After you deploy a cluster that has the cloud-native AI component set installed, you can allocate cluster resources and view resource usage based on multiple dimensions. This helps you optimize the utilization of cluster resources. This topic describes basic O&M operations that you can perform on the cloud-native component set. For example, you can install the cloud-native AI component set, view resources dashboards, and manage users and quotas.
Background information
After you deploy a cluster that has the cloud-native AI component set installed, you can allocate cluster resources and view resource usage based on multiple dimensions. This helps you optimize the utilization of cluster resources.
If a cluster is used by multiple users, you must allocate a fixed amount of resources to each user in case the users compete for resources. The traditional method is to use Kubernetes resource quotas to allocate a fixed amount of resources to each user. However, the resource utilization varies by user groups. To improve the overall utilization of cluster resources, you can allow the users to share resources after you allocate cluster resources to them.
The following figure shows the organizational structure of an enterprise. You can set elastic quotas at different levels based on your business requirements. Each leaf node in the figure corresponds to a user group. To manage permissions and quotas separately, you can add users in a user group to one or more namespaces, and assign different roles to the users. This way, resources can be shared across user groups and users in the same user group can be isolated.

Prerequisites
- A Container Service for Kubernetes (ACK) Pro cluster is created. Make sure that Monitoring Agents and Log Service are enabled on the Component Configurations wizard page when you create the cluster. For more information, see Create a professional managed Kubernetes cluster.

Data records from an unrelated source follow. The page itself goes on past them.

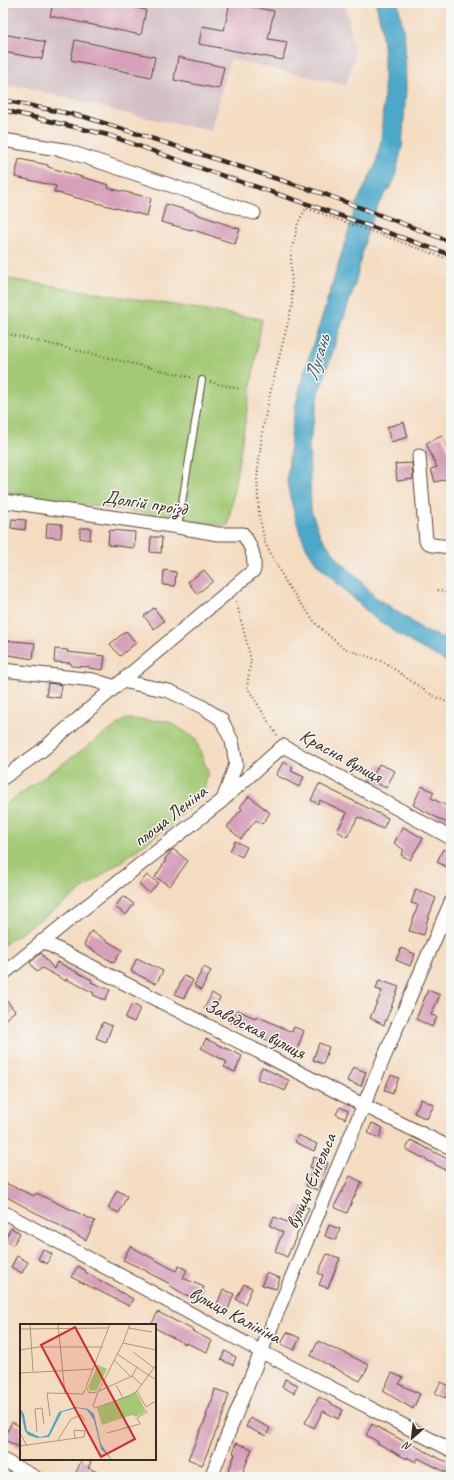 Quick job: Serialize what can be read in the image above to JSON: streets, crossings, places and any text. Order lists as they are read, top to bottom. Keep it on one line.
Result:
{"streets":{"street":["Долгій проїзд","Красна вулиця","площа Леніна","Заводская вулиця","вулиця Енгельса","вулиця Калініна"]},"crossings":[["Красна вулиця","площа Леніна"],["площа Леніна","Заводская вулиця"],["Заводская вулиця","вулиця Енгельса"],["вулиця Енгельса","вулиця Калініна"]],"water":["Лугань"],"north":"bottom left"} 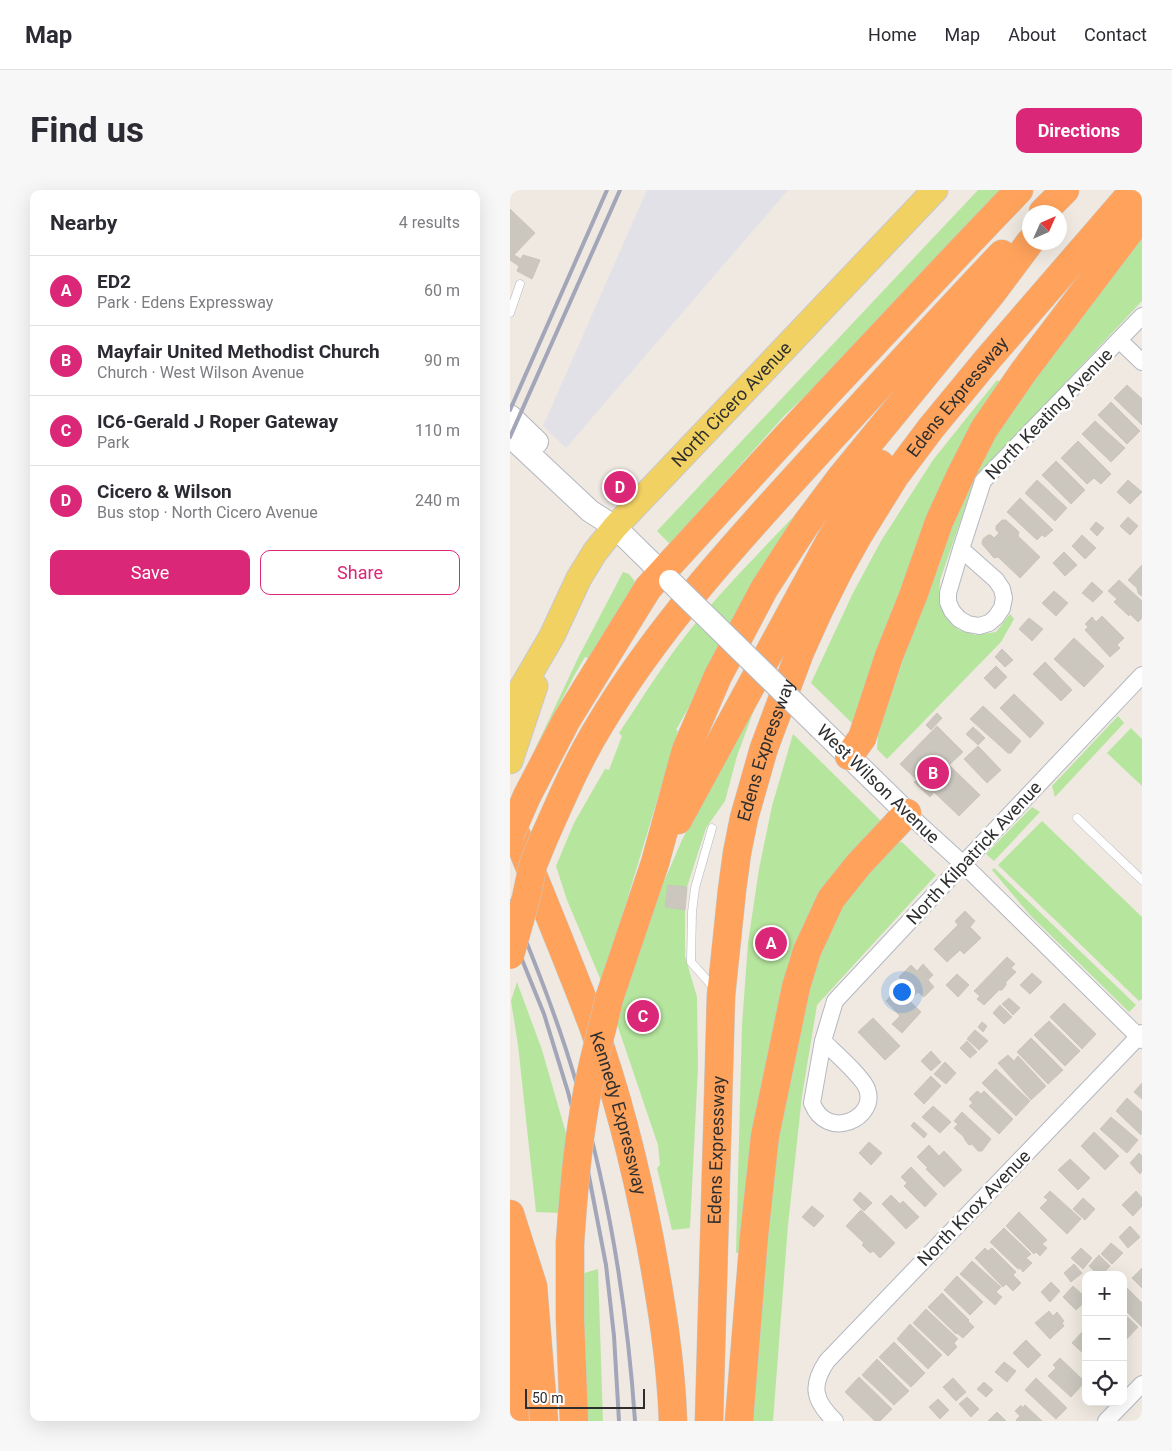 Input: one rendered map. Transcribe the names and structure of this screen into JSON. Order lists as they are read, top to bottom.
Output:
{
  "streets": {
    "highway": ["Edens Expressway", "Kennedy Expressway"],
    "main road": ["North Cicero Avenue"],
    "street": [
      "North Keating Avenue",
      "West Wilson Avenue",
      "North Kilpatrick Avenue",
      "North Knox Avenue"
    ]
  },
  "crossings": [
    ["North Cicero Avenue", "West Wilson Avenue"],
    ["West Wilson Avenue", "North Kilpatrick Avenue"],
    ["West Wilson Avenue", "North Knox Avenue"]
  ],
  "scale_bar": "50 m",
  "north": "top right",
  "page": {
    "header": "Map",
    "nav": [
      "Home",
      "Map",
      "About",
      "Contact"
    ],
    "buttons": [
      "Directions",
      ["Save", "Share"]
    ],
    "title": "Find us",
    "heading": ["Nearby", "4 results"],
    "list": [
      {
        "mark": "A",
        "name": "ED2",
        "note": "Park · Edens Expressway",
        "value": "60 m"
      },
      {
        "mark": "B",
        "name": "Mayfair United Methodist Church",
        "note": "Church · West Wilson Avenue",
        "value": "90 m"
      },
      {
        "mark": "C",
        "name": "IC6-Gerald J Roper Gateway",
        "note": "Park",
        "value": "110 m"
      },
      {
        "mark": "D",
        "name": "Cicero & Wilson",
        "note": "Bus stop · North Cicero Avenue",
        "value": "240 m"
      }
    ],
    "pins": [
      "D",
      "B",
      "A",
      "C"
    ],
    "map_buttons": ["+", "−"],
    "scale": "50 m"
  }
} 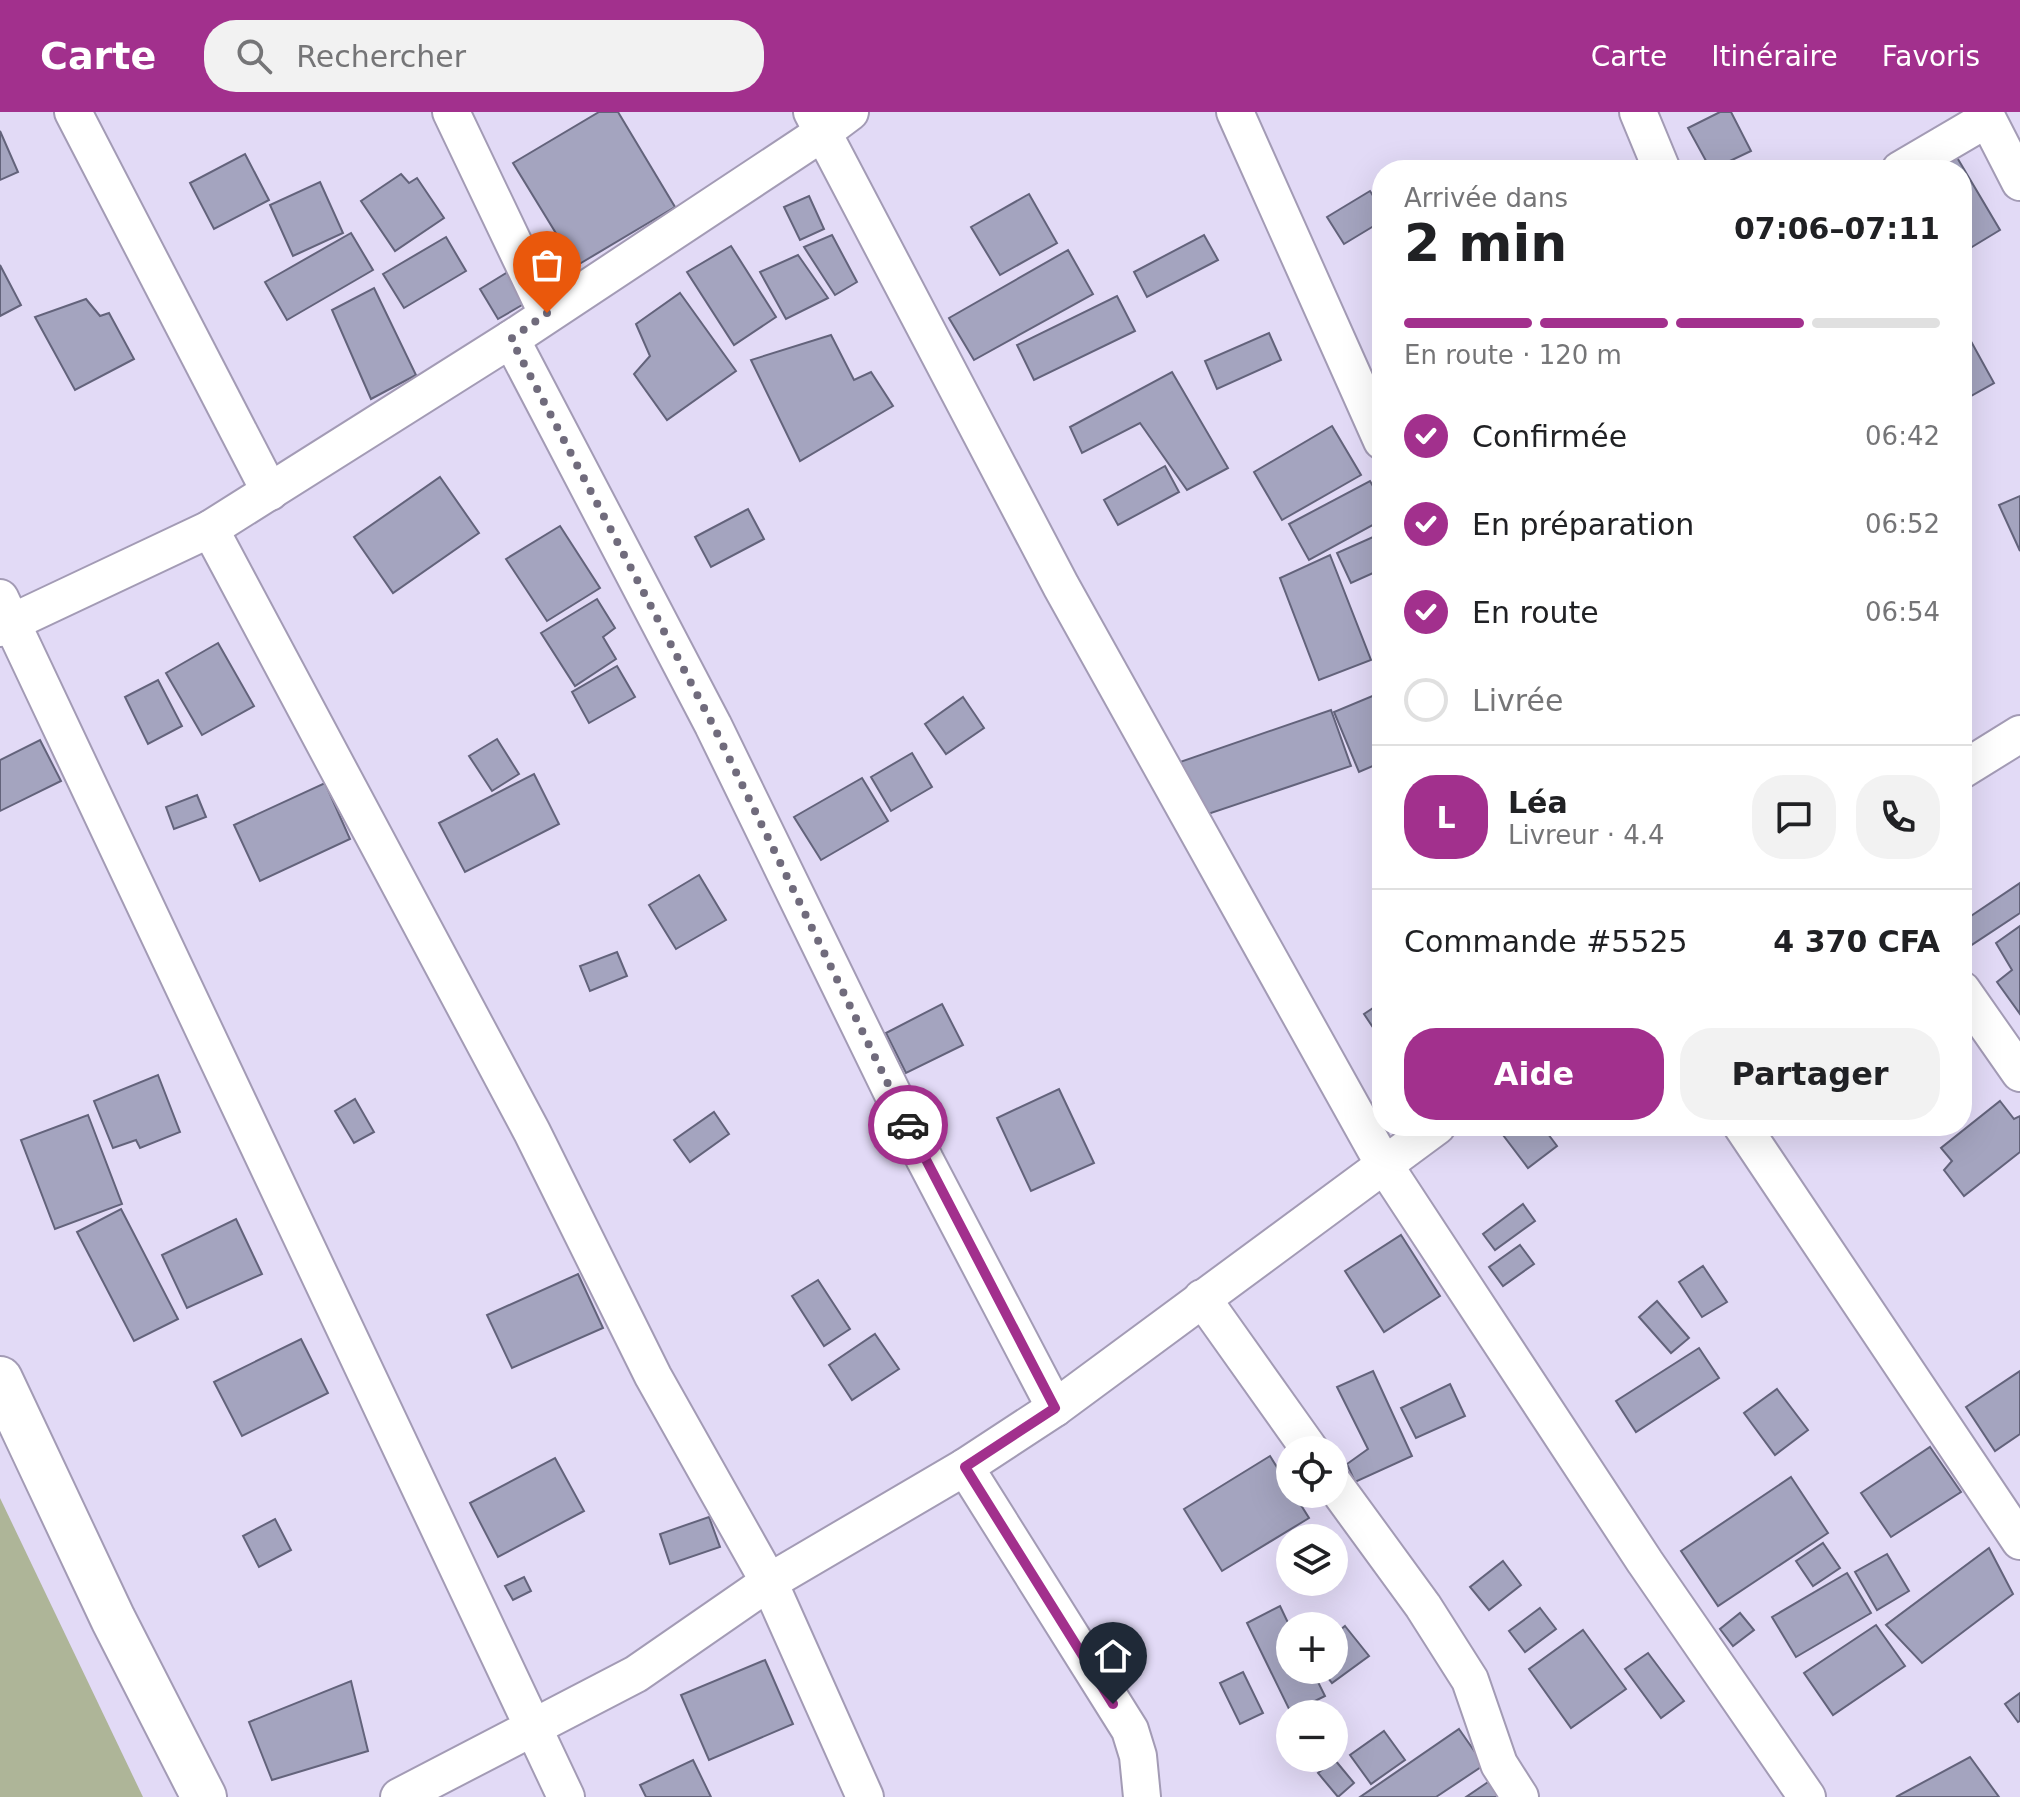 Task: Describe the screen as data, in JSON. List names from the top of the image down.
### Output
{
  "page": {
    "header": "Carte",
    "search": "Rechercher",
    "nav": ["Carte", "Itinéraire", "Favoris"],
    "heading": ["2 min", "Arrivée dans", "07:06–07:11"],
    "panel": [
      "Léa",
      "Livreur · 4.4",
      "Commande #5525",
      "4 370 CFA"
    ],
    "bar": "En route · 120 m",
    "list": [
      ["Confirmée", "06:42"],
      ["En préparation", "06:52"],
      ["En route", "06:54"],
      "Livrée"
    ],
    "round": "L",
    "buttons": ["Aide", "Partager"],
    "map_buttons": ["+", "−"]
  }
} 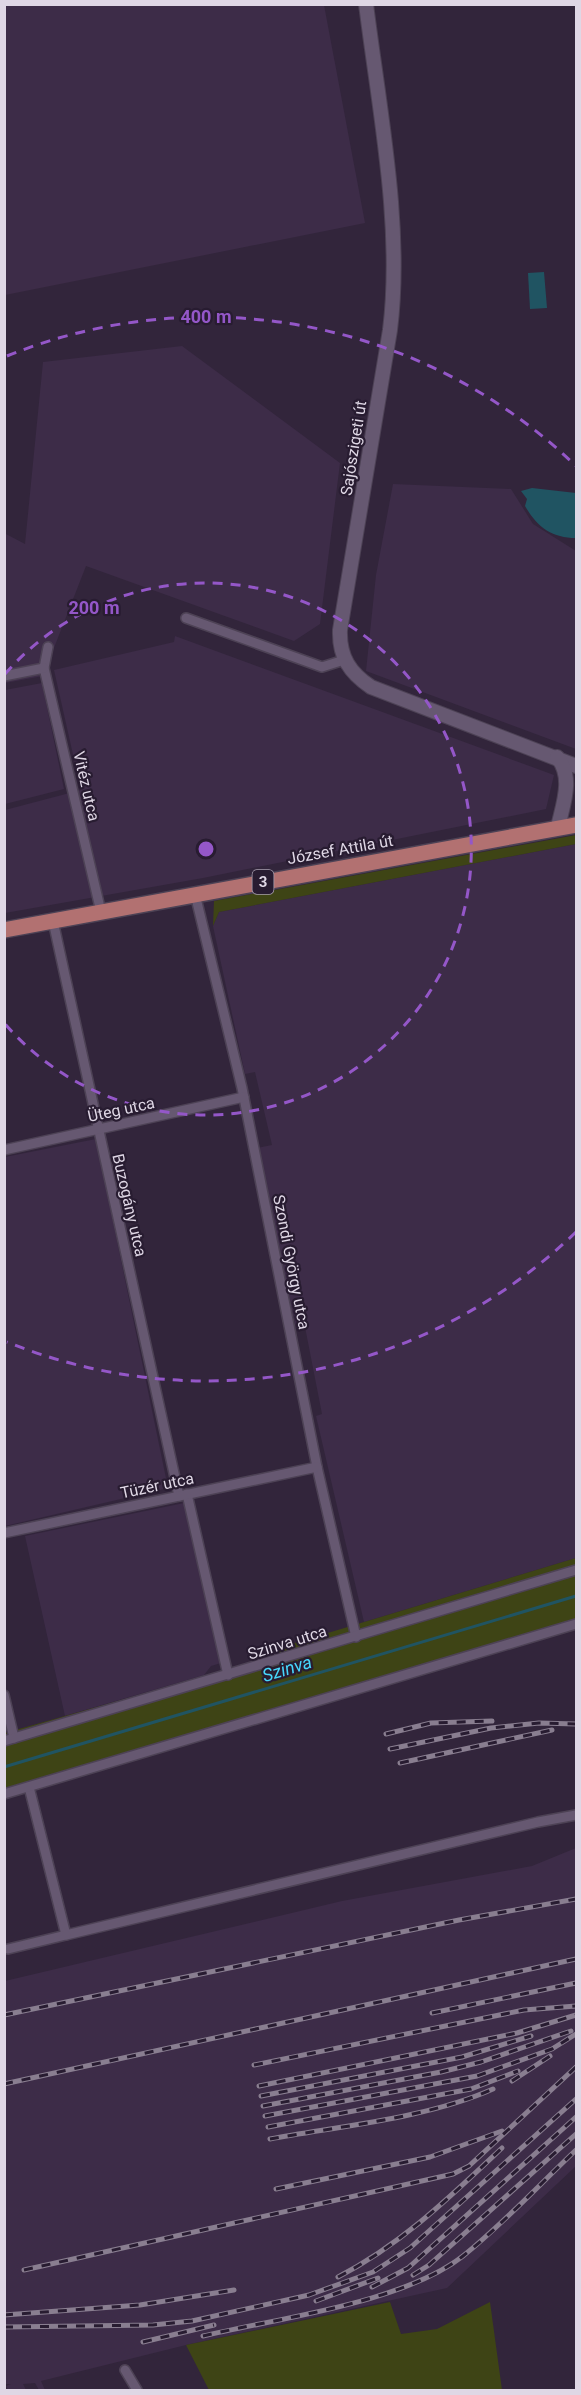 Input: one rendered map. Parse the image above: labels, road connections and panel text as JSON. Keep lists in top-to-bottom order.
{
  "streets": {
    "main road": ["Sajószigeti út", "József Attila út", "3"],
    "street": [
      "Vitéz utca",
      "Üteg utca",
      "Buzogány utca",
      "Szondi György utca",
      "Tüzér utca",
      "Szinva utca"
    ]
  },
  "crossings": [
    ["Vitéz utca", "József Attila út"],
    ["József Attila út", "Buzogány utca"],
    ["József Attila út", "Szondi György utca"],
    ["Üteg utca", "Buzogány utca"],
    ["Üteg utca", "Szondi György utca"],
    ["Buzogány utca", "Tüzér utca"],
    ["Buzogány utca", "Szinva utca"],
    ["Szondi György utca", "Tüzér utca"],
    ["Szondi György utca", "Szinva utca"]
  ],
  "water": ["Szinva"],
  "rings": ["400 m", "200 m"]
} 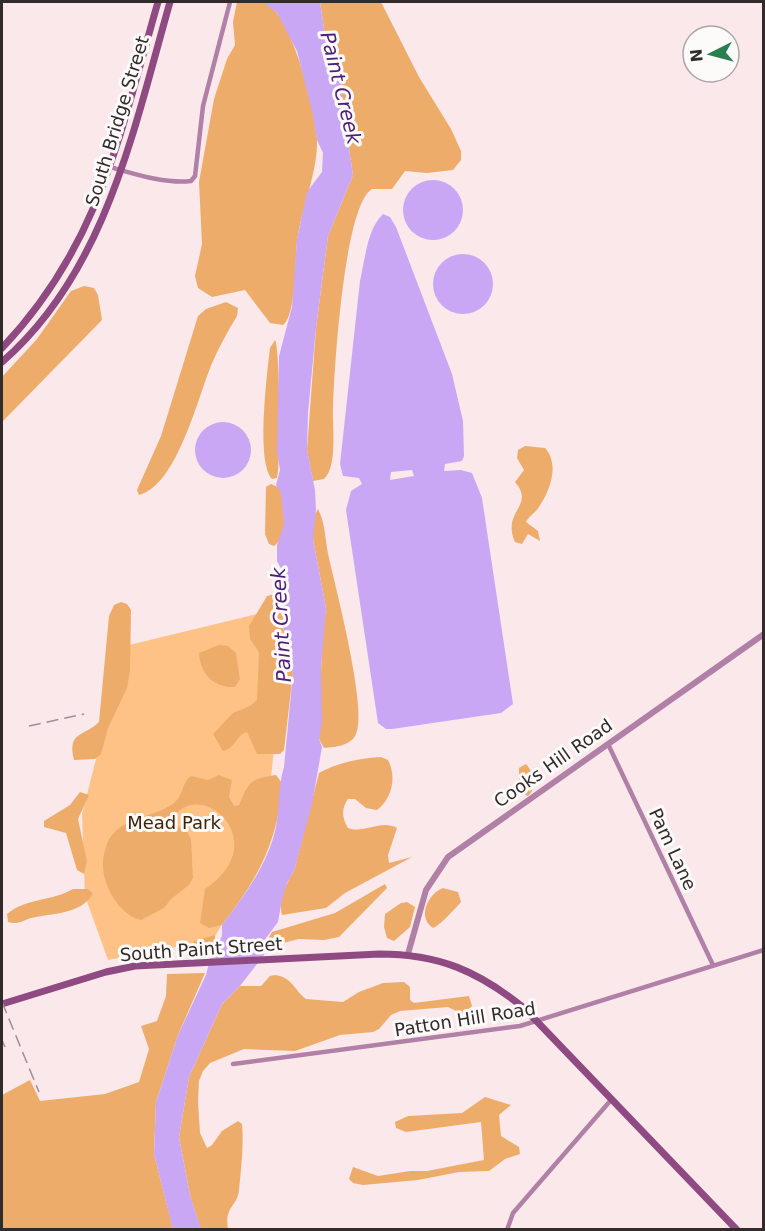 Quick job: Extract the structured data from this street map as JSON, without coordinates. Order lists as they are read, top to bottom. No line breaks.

- The Kubernetes version of the cluster is 1.18 or later.
Tasks
- Install the cloud-native AI component set.
- View resource dashboards.
- Set resource quotas by user groups.
- Manage users and user groups.
- Use idle resources to submit more workloads after the minimum amount of resources for each user is exhausted.
- Set the maximum amount of resources for each user.
- Set the minimum amount of resources for each user.
Step 1: Install the cloud-native AI component set
The cloud-native AI component set consists of components for task elasticity, data acceleration, AI task scheduling, AI task lifecycle management, AI Dashboard, and AI Developer Console. You can install the components based on your business requirements.
Deploy the cloud-native AI component set
Install and configure AI Dashboard
(Optional) Create a dataset
You can create and accelerate datasets based on the requirements of algorithm developers. The following section describes how to create a dataset in AI Dashboard or by using the CLI.
fashion-mnist dataset
Use kubectl to create a persistent volume (PV) and a persistent volume claim (PVC) of the Object Storage Service (OSS) type on a cluster node.
Accelerate a dataset
You can accelerate datasets on AI Dashboard. The following example shows how to accelerate a dataset named fashion-demo-pvc in the demo-ns namespace.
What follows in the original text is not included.